──────── RECORD SET ────────
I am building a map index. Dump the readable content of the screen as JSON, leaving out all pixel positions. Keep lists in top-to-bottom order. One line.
────────
──────── RECORD SET ────────
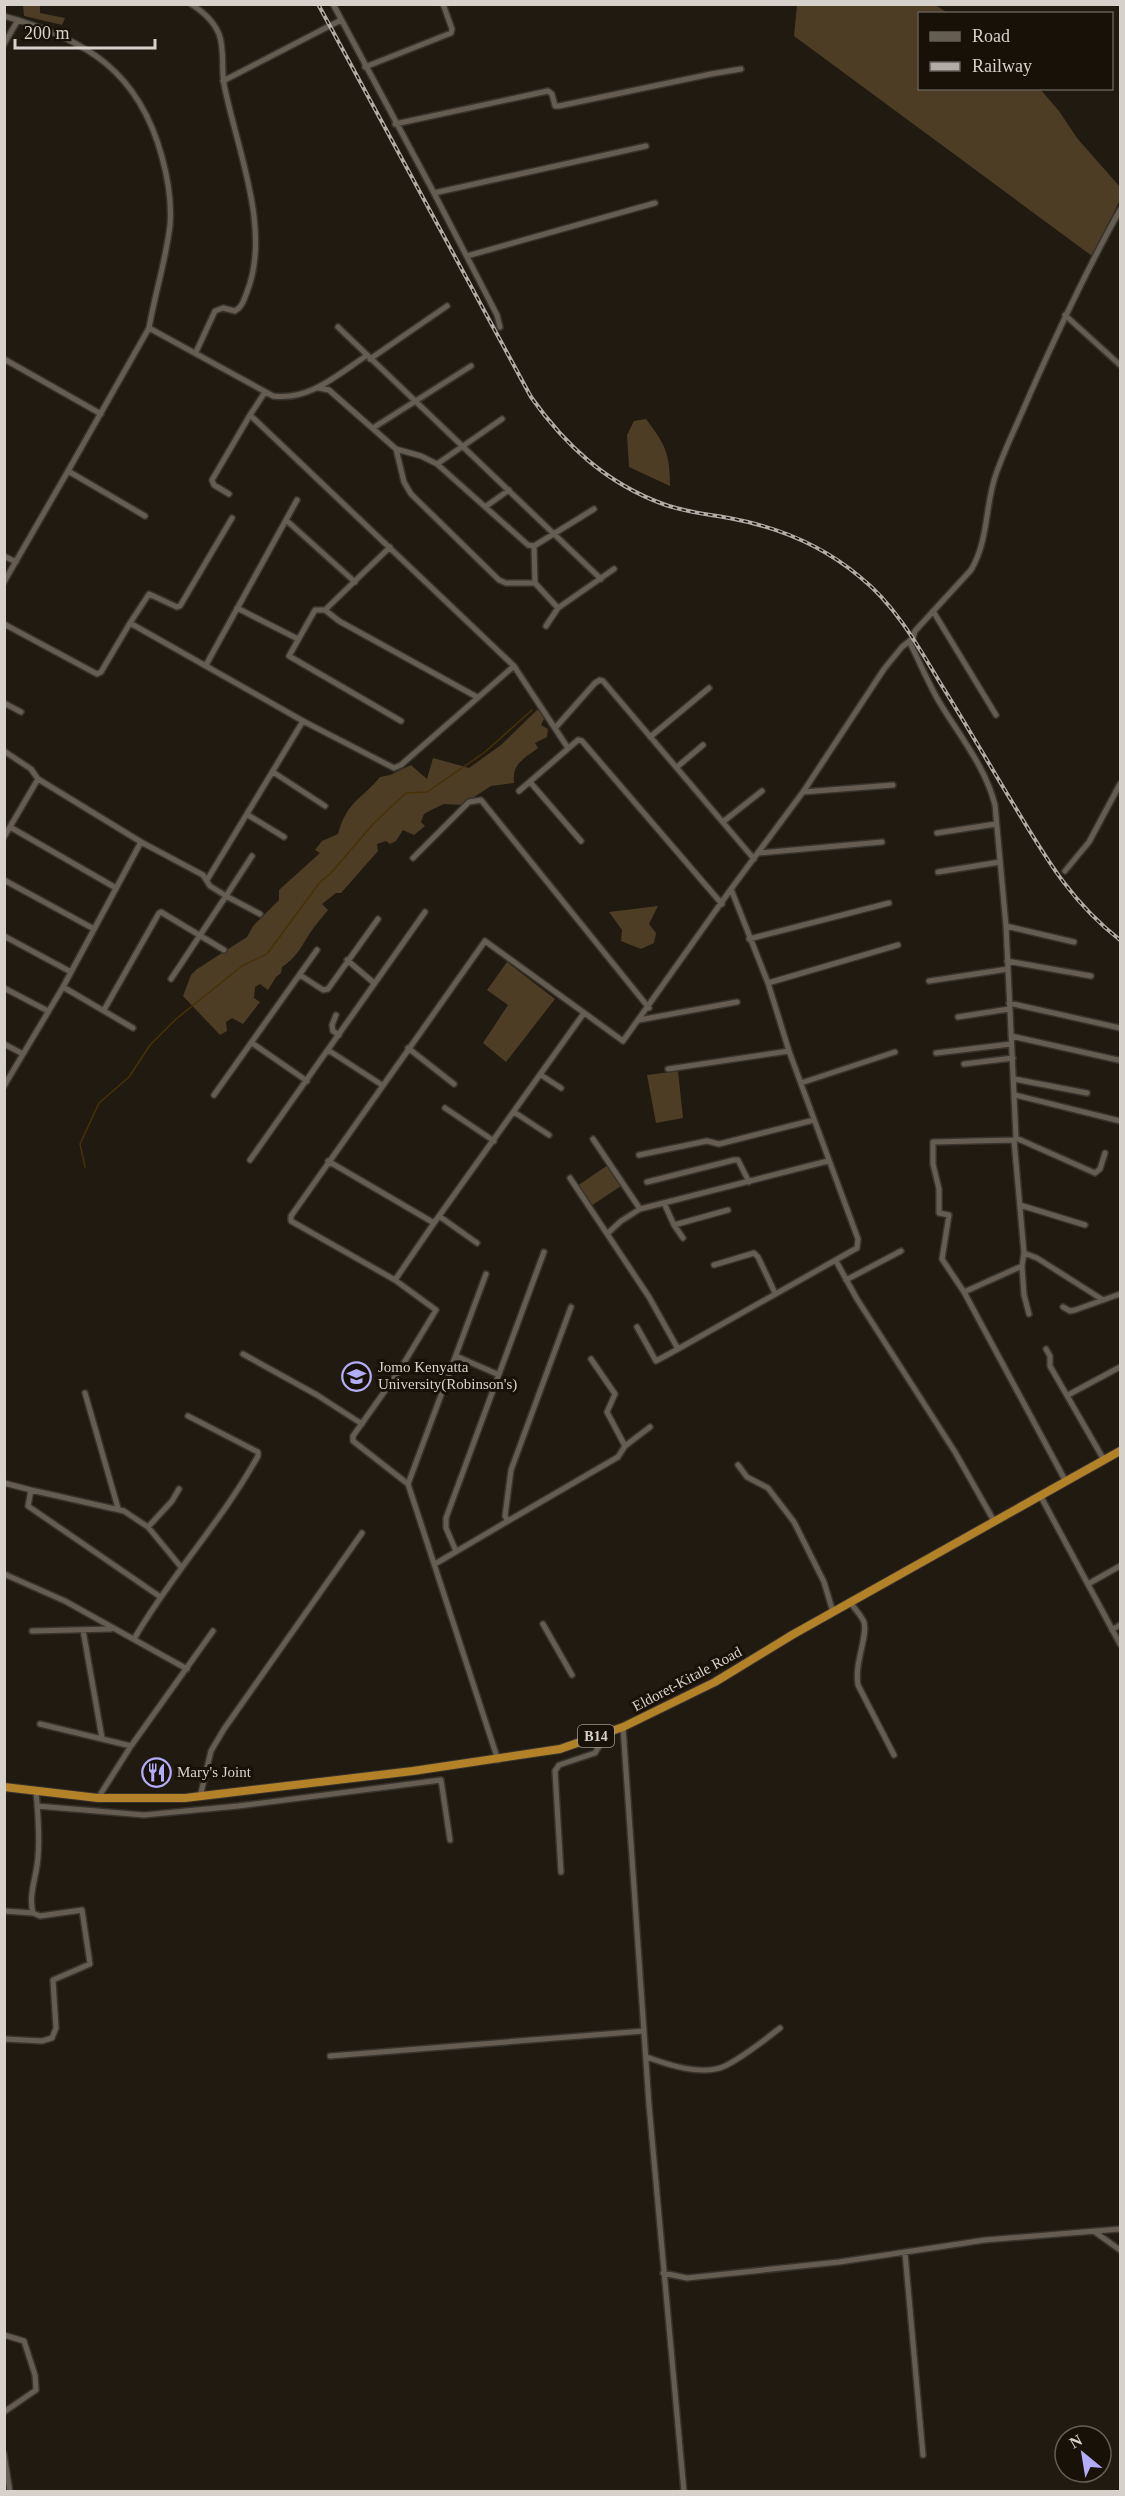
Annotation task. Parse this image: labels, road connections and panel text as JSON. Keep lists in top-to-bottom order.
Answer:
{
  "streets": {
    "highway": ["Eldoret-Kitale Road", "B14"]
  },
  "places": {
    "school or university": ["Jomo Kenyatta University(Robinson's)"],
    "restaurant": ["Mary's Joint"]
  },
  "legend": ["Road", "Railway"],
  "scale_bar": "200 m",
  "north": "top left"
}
────────
_TASK ITEM_
For this exercise, return every line from the data that holds the string "JSON".

_ANSWER FOR THE TASK_
I am building a map index. Dump the readable content of the screen as JSON, leaving out all pixel positions. Keep lists in top-to-bottom order. One line.
Annotation task. Parse this image: labels, road connections and panel text as JSON. Keep lists in top-to-bottom order.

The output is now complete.